To ensure a steady food supply for resident and migrating pollinators, it’s also important to have plants in flower from April through October.
Butterfly Flowers: Butterflies are attracted to many colors (but are mostly attracted to the red, orange and yellow end of the spectrum) – the flowers they visit for nectar are usually found in clusters to provide a good landing platform for the butterflies, which walk around on the flower clusters probing for nectar with their strawlike tongues. The best butterfly blooms have a floral tube that is tailored to the length of the particular species’ tongue.
•Butterflies have a weak sense of smell, and the blooms they visit are typically odorless.
Bee Flowers: Bees can see primarily those colors at the blue end of the spectrum, including ultraviolet.
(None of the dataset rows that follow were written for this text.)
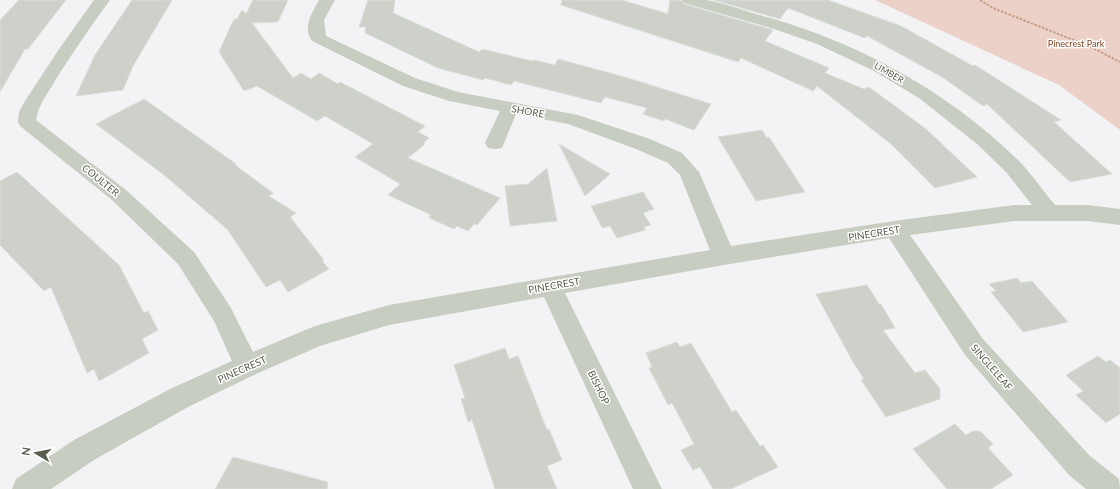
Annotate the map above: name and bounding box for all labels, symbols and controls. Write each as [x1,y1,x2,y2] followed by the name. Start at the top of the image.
[1048,38,1105,49] park label: Pinecrest Park
[873,60,906,86] street label: LIMBER
[511,102,546,120] street label: SHORE
[80,161,122,199] street label: COULTER
[847,223,901,243] street label: PINECREST
[527,275,581,295] street label: PINECREST
[969,341,1016,393] street label: SINGLELEAF
[216,353,268,385] street label: PINECREST
[586,368,612,406] street label: BISHOP
[16,433,56,473] north arrow
[19,446,33,456] text: N

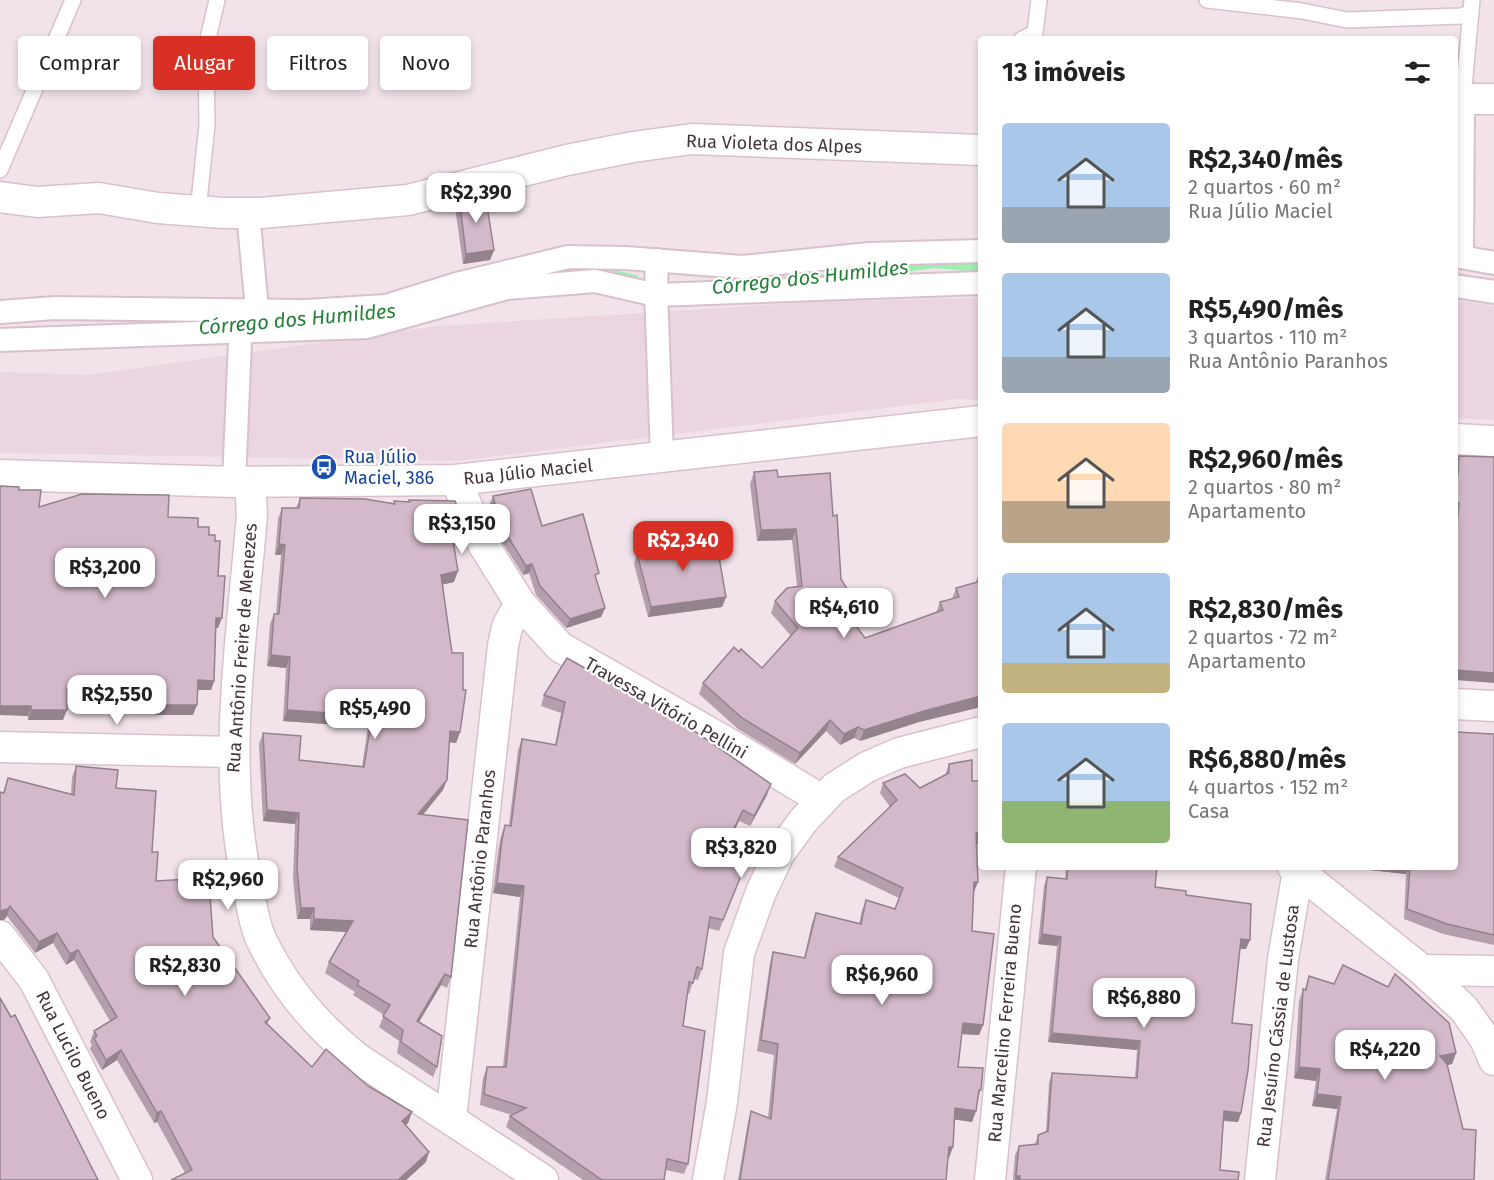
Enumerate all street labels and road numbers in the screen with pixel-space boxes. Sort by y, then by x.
street label: Rua Violeta dos Alpes [685,130,863,158]
street label: Rua Júlio Maciel [462,454,594,490]
street label: Rua Antônio Freire de Menezes [222,522,262,774]
street label: Travessa Vitório Pellini [581,652,751,764]
street label: Rua Antônio Paranhos [460,768,500,950]
street label: Rua Marcelino Ferreira Bueno [984,903,1026,1143]
street label: Rua Jesuíno Cássia de Lustosa [1252,903,1304,1149]
street label: Rua Lucilo Bueno [31,987,115,1123]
For this reason, the flowers they favor are typically shades of blue and purple (but also white or yellow) – Bees can recognize pattern as well as color, and the flowers they visit frequently have “nectar guides” on their petals—radiating lines or concentric circles, often UV, that guide the insect into the flower – in addition, bee flowers are often sweetly fragrant.
•Some flowers, like our native blue lupine, are particularly suited for pollination by bumble bees, with modified lower petals that serve as sturdy landing pads.
Moth Flowers: Nocturnal moths and other night-flying pollinators are attracted to white or pale-colored flowers that are visible in the dark; in fact, some of these blossoms open only at night. The flowers often have deep tubes to match the length of the moth’s tongue. Because the moths hover, the flowers they feed on have no landing platform.
•Moths have a great sense of smell, so the flowers they favor have a strong, sweet scent, especially useful for luring pollinators at night.
•Native plants in our region that are pollinated by moths include sacred datura and evening primrose.
Hummingbird Flowers: Most birds can see the same colors as humans, but hummingbirds tend to favor red or orange blooms. The flowers are typically long and tubular, adapted for a hummingbird’s long, narrow bill and tongue, and they often (although not always) point downward so that the hovering hummingbirds have easy access.